((

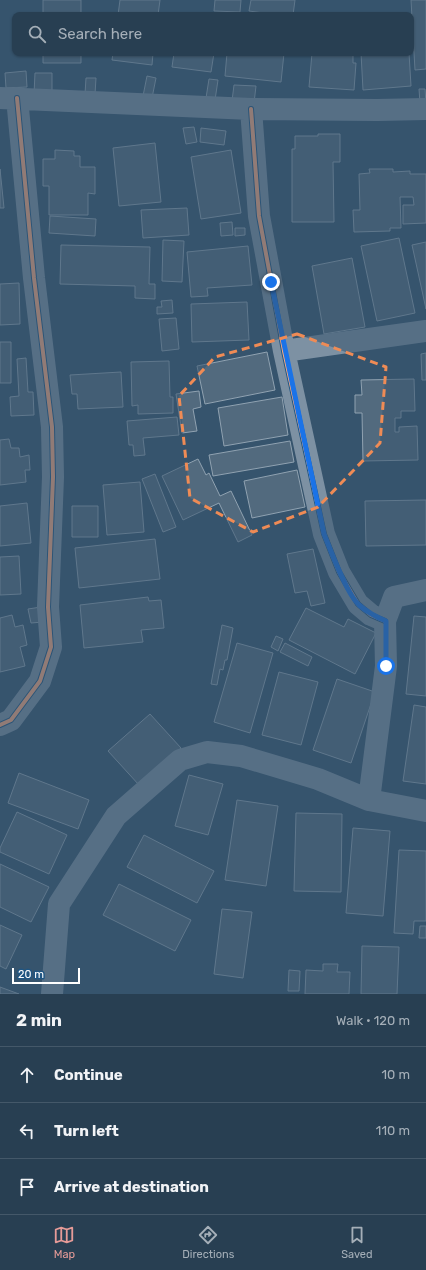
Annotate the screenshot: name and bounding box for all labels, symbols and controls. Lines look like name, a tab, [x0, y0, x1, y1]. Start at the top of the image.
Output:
search box	[12, 12, 414, 56]
icon: search	[26, 23, 48, 45]
text: Search here	[58, 25, 142, 43]
route end	[262, 273, 280, 291]
route start	[377, 657, 395, 675]
scale bar	[12, 966, 80, 985]
text: 20 m	[18, 968, 44, 981]
text: 2 min	[16, 1010, 62, 1030]
text: Walk · 120 m	[336, 1013, 410, 1028]
icon: ahead	[16, 1064, 38, 1086]
text: Continue	[54, 1066, 123, 1084]
text: 10 m	[381, 1067, 410, 1082]
icon: left	[16, 1120, 38, 1142]
text: Turn left	[54, 1122, 119, 1140]
text: 110 m	[376, 1123, 410, 1138]
icon: arrive	[16, 1176, 38, 1198]
text: Arrive at destination	[54, 1178, 209, 1196]
tab: Map	[53, 1224, 75, 1261]
tab: Directions	[182, 1224, 234, 1261]
tab: Saved	[341, 1224, 373, 1261]

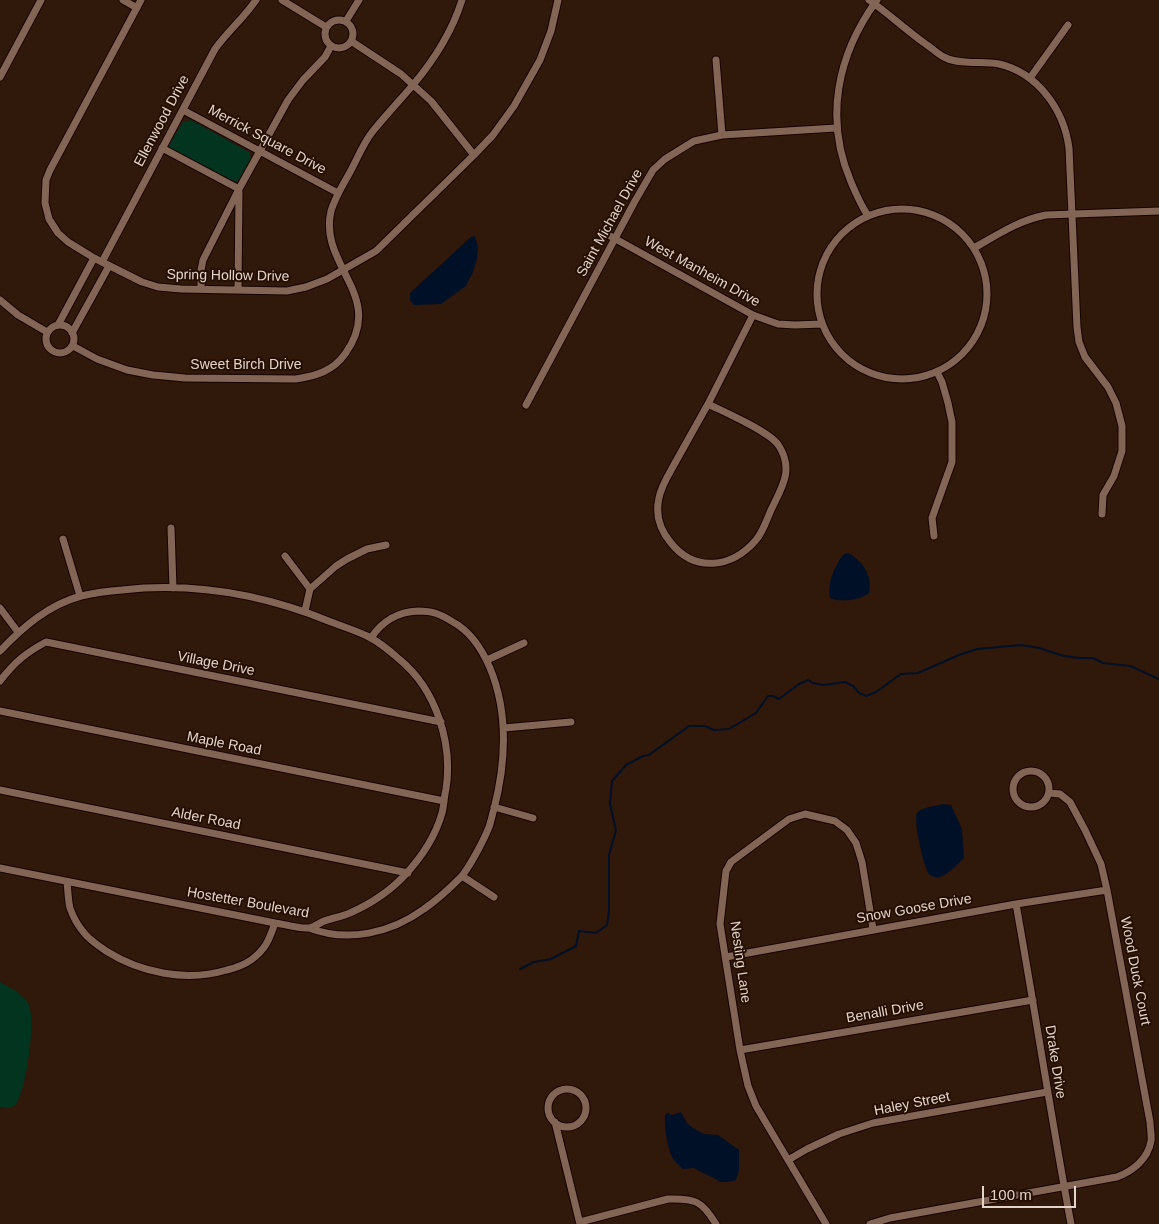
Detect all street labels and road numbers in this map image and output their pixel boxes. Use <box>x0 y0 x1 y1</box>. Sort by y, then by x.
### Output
street label: Ellenwood Drive <box>131 72 193 170</box>
street label: Merrick Square Drive <box>205 102 329 178</box>
street label: Saint Michael Drive <box>573 166 647 280</box>
street label: West Manheim Drive <box>641 233 763 311</box>
street label: Spring Hollow Drive <box>166 267 290 285</box>
street label: Sweet Birch Drive <box>190 357 302 373</box>
street label: Village Drive <box>176 648 256 680</box>
street label: Maple Road <box>185 729 263 759</box>
street label: Alder Road <box>170 804 242 834</box>
street label: Hostetter Boulevard <box>186 884 310 922</box>
street label: Snow Goose Drive <box>855 891 973 927</box>
street label: Wood Duck Court <box>1116 915 1154 1027</box>
street label: Nesting Lane <box>726 920 754 1004</box>
street label: Benalli Drive <box>845 997 925 1027</box>
street label: Drake Drive <box>1041 1024 1069 1100</box>
street label: Haley Street <box>873 1088 951 1120</box>

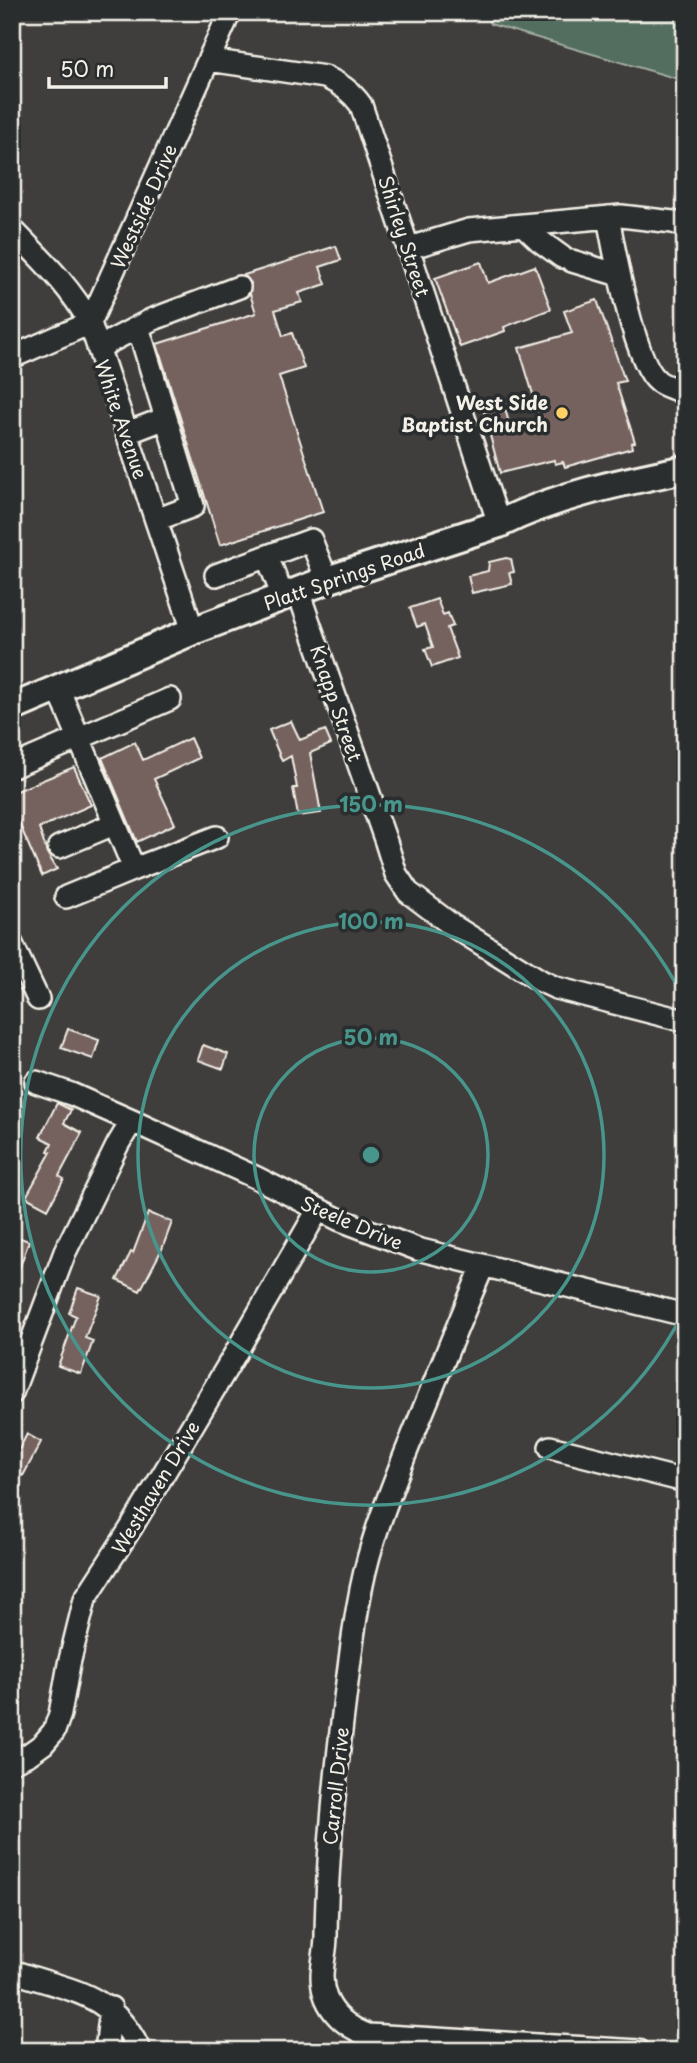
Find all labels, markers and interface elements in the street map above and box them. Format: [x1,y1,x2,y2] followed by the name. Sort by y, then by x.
[49,46,166,90] scale bar
[60,52,114,84] text: 50 m
[103,139,183,273] street label: Westside Drive
[372,172,438,300] street label: Shirley Street
[88,356,156,482] street label: White Avenue
[401,388,548,438] place label: West Side Baptist Church
[554,405,570,421] marker: West Side Baptist Church
[260,535,428,617] street label: Platt Springs Road
[304,641,370,765] street label: Knapp Street
[339,787,403,819] text: 150 m
[338,904,404,936] text: 100 m
[344,1020,398,1052] text: 50 m
[359,1143,383,1167] centre of rings
[297,1188,407,1256] street label: Steele Drive
[104,1415,206,1559] street label: Westhaven Drive
[315,1726,355,1846] street label: Carroll Drive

))

_What to produce_:
Every entry above is to be set down exactly; the pictures are to be left out.

_Exercise answer_:
Annotate the screenshot: name and bounding box for all labels, symbols and controls. Lines look like name, a tab, [x0, y0, x1, y1]. Start at the top of the image.
Output:
search box	[12, 12, 414, 56]
icon: search	[26, 23, 48, 45]
text: Search here	[58, 25, 142, 43]
route end	[262, 273, 280, 291]
route start	[377, 657, 395, 675]
scale bar	[12, 966, 80, 985]
text: 20 m	[18, 968, 44, 981]
text: 2 min	[16, 1010, 62, 1030]
text: Walk · 120 m	[336, 1013, 410, 1028]
icon: ahead	[16, 1064, 38, 1086]
text: Continue	[54, 1066, 123, 1084]
text: 10 m	[381, 1067, 410, 1082]
icon: left	[16, 1120, 38, 1142]
text: Turn left	[54, 1122, 119, 1140]
text: 110 m	[376, 1123, 410, 1138]
icon: arrive	[16, 1176, 38, 1198]
text: Arrive at destination	[54, 1178, 209, 1196]
tab: Map	[53, 1224, 75, 1261]
tab: Directions	[182, 1224, 234, 1261]
tab: Saved	[341, 1224, 373, 1261]

Detect all street labels and road numbers in this map image and output their pixel boxes. Use <box>x0 y0 x1 y1</box>. Sort by y, then by x.
### Output
street label: Ellenwood Drive <box>131 72 193 170</box>
street label: Merrick Square Drive <box>205 102 329 178</box>
street label: Saint Michael Drive <box>573 166 647 280</box>
street label: West Manheim Drive <box>641 233 763 311</box>
street label: Spring Hollow Drive <box>166 267 290 285</box>
street label: Sweet Birch Drive <box>190 357 302 373</box>
street label: Village Drive <box>176 648 256 680</box>
street label: Maple Road <box>185 729 263 759</box>
street label: Alder Road <box>170 804 242 834</box>
street label: Hostetter Boulevard <box>186 884 310 922</box>
street label: Snow Goose Drive <box>855 891 973 927</box>
street label: Wood Duck Court <box>1116 915 1154 1027</box>
street label: Nesting Lane <box>726 920 754 1004</box>
street label: Benalli Drive <box>845 997 925 1027</box>
street label: Drake Drive <box>1041 1024 1069 1100</box>
street label: Haley Street <box>873 1088 951 1120</box>

Find all labels, markers and interface elements in the street map above and box them. Format: [x1,y1,x2,y2] followed by the name. Sort by y, then by x.
[49,46,166,90] scale bar
[60,52,114,84] text: 50 m
[103,139,183,273] street label: Westside Drive
[372,172,438,300] street label: Shirley Street
[88,356,156,482] street label: White Avenue
[401,388,548,438] place label: West Side Baptist Church
[554,405,570,421] marker: West Side Baptist Church
[260,535,428,617] street label: Platt Springs Road
[304,641,370,765] street label: Knapp Street
[339,787,403,819] text: 150 m
[338,904,404,936] text: 100 m
[344,1020,398,1052] text: 50 m
[359,1143,383,1167] centre of rings
[297,1188,407,1256] street label: Steele Drive
[104,1415,206,1559] street label: Westhaven Drive
[315,1726,355,1846] street label: Carroll Drive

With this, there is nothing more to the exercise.